**** EXERCISE MATERIAL
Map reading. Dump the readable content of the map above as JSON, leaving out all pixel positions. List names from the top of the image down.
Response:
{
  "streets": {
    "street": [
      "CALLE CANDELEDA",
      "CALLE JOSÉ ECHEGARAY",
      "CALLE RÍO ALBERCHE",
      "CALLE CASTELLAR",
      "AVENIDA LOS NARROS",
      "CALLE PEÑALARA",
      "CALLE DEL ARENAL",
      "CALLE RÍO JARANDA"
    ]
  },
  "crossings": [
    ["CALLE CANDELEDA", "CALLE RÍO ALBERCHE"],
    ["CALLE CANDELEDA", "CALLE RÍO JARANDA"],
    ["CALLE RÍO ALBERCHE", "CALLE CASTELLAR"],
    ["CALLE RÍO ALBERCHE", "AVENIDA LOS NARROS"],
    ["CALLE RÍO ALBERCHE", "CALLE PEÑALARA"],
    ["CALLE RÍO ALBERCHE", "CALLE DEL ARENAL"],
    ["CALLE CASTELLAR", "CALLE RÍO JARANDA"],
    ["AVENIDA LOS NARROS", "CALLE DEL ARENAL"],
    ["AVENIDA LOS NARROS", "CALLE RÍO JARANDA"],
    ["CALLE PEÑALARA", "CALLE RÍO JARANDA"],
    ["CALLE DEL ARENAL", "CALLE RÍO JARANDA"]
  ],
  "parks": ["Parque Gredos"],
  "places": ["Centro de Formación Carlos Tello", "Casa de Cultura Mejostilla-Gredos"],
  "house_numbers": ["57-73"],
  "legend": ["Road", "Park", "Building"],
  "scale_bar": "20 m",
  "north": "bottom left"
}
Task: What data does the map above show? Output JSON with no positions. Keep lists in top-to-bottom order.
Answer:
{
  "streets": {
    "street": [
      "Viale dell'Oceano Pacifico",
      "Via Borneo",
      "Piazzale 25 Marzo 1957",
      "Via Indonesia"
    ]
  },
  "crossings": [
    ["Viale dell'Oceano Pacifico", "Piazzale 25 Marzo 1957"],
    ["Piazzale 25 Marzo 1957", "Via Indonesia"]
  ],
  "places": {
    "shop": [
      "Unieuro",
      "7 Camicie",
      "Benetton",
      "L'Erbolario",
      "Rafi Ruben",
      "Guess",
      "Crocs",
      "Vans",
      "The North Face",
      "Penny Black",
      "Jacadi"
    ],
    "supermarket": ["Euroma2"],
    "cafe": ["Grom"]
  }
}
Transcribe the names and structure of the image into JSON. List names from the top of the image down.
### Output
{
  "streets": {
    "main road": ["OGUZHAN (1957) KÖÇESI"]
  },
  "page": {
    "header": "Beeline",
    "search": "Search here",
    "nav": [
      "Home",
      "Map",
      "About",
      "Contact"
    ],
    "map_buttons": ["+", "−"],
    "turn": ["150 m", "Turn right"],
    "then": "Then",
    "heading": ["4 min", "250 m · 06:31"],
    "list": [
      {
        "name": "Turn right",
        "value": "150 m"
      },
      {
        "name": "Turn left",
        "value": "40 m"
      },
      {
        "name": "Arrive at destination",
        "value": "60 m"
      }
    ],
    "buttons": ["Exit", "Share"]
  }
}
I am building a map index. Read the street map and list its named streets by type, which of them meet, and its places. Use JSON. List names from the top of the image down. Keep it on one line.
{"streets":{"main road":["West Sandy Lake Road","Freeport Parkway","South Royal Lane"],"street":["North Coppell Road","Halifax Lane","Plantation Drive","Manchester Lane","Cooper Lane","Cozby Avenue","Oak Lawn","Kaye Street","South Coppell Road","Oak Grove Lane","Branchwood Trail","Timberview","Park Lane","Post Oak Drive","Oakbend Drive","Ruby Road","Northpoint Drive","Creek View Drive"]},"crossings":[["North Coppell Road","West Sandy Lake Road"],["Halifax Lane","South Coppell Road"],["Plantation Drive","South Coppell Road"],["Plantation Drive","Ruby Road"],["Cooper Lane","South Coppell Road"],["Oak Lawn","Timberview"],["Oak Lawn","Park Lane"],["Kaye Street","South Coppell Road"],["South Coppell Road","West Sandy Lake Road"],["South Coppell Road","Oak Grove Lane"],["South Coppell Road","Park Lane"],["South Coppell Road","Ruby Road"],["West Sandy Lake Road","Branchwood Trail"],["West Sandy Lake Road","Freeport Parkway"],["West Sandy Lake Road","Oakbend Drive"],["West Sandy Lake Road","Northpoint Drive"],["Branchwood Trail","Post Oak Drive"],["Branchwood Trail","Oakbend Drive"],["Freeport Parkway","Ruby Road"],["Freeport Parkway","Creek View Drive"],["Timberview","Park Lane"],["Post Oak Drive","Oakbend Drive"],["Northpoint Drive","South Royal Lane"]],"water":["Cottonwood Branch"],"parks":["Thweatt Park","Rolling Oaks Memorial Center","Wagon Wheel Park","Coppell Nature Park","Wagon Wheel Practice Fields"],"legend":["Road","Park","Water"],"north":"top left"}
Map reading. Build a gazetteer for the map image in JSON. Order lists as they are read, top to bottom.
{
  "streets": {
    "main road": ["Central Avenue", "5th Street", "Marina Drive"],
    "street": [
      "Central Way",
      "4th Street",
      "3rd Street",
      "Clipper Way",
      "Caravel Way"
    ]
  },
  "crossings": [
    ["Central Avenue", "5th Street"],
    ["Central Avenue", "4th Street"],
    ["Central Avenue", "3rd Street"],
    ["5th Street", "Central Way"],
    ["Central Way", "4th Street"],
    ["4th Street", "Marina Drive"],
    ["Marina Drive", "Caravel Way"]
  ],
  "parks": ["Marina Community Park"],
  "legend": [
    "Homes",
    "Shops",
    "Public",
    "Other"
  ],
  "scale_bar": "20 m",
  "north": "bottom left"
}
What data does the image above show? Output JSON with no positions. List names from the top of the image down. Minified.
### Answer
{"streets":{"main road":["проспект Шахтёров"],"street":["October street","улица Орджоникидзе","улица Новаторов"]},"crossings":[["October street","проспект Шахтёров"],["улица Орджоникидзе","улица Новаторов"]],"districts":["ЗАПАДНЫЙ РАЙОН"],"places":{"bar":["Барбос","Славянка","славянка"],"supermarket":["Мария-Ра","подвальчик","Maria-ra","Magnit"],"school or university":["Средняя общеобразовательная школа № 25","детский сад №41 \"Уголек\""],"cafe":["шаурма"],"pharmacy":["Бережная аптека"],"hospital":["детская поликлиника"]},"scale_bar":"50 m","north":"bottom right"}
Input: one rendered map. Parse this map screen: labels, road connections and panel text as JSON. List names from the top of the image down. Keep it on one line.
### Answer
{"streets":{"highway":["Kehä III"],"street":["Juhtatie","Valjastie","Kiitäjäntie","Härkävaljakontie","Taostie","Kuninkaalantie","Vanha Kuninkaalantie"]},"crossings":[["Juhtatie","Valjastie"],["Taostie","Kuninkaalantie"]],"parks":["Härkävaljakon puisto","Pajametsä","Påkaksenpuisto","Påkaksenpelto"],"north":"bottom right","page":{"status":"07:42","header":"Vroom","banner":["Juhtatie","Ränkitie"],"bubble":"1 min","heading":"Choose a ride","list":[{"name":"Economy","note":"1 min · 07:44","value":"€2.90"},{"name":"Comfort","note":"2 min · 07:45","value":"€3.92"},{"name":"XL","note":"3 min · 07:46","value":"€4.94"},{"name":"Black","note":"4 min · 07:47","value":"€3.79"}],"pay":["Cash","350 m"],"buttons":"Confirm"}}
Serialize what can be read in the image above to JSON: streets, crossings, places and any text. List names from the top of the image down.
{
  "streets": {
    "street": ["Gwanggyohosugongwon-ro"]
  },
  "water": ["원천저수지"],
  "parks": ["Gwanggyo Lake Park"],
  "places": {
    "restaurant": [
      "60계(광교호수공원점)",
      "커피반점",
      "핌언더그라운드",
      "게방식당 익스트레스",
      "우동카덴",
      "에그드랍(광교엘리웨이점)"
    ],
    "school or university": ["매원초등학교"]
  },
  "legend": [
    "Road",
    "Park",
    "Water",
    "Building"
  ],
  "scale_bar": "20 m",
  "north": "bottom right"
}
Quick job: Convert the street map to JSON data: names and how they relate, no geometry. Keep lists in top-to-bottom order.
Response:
********
■ **ABOUT THIS TASK**
Start with the first line. Please copy exactly each line of the listing through the one with "Task: What data", including it.

■ **RESULT**
Map reading. Dump the readable content of the map above as JSON, leaving out all pixel positions. List names from the top of the image down.
Response:
{
  "streets": {
    "street": [
      "CALLE CANDELEDA",
      "CALLE JOSÉ ECHEGARAY",
      "CALLE RÍO ALBERCHE",
      "CALLE CASTELLAR",
      "AVENIDA LOS NARROS",
      "CALLE PEÑALARA",
      "CALLE DEL ARENAL",
      "CALLE RÍO JARANDA"
    ]
  },
  "crossings": [
    ["CALLE CANDELEDA", "CALLE RÍO ALBERCHE"],
    ["CALLE CANDELEDA", "CALLE RÍO JARANDA"],
    ["CALLE RÍO ALBERCHE", "CALLE CASTELLAR"],
    ["CALLE RÍO ALBERCHE", "AVENIDA LOS NARROS"],
    ["CALLE RÍO ALBERCHE", "CALLE PEÑALARA"],
    ["CALLE RÍO ALBERCHE", "CALLE DEL ARENAL"],
    ["CALLE CASTELLAR", "CALLE RÍO JARANDA"],
    ["AVENIDA LOS NARROS", "CALLE DEL ARENAL"],
    ["AVENIDA LOS NARROS", "CALLE RÍO JARANDA"],
    ["CALLE PEÑALARA", "CALLE RÍO JARANDA"],
    ["CALLE DEL ARENAL", "CALLE RÍO JARANDA"]
  ],
  "parks": ["Parque Gredos"],
  "places": ["Centro de Formación Carlos Tello", "Casa de Cultura Mejostilla-Gredos"],
  "house_numbers": ["57-73"],
  "legend": ["Road", "Park", "Building"],
  "scale_bar": "20 m",
  "north": "bottom left"
}
Task: What data does the map above show? Output JSON with no positions. Keep lists in top-to-bottom order.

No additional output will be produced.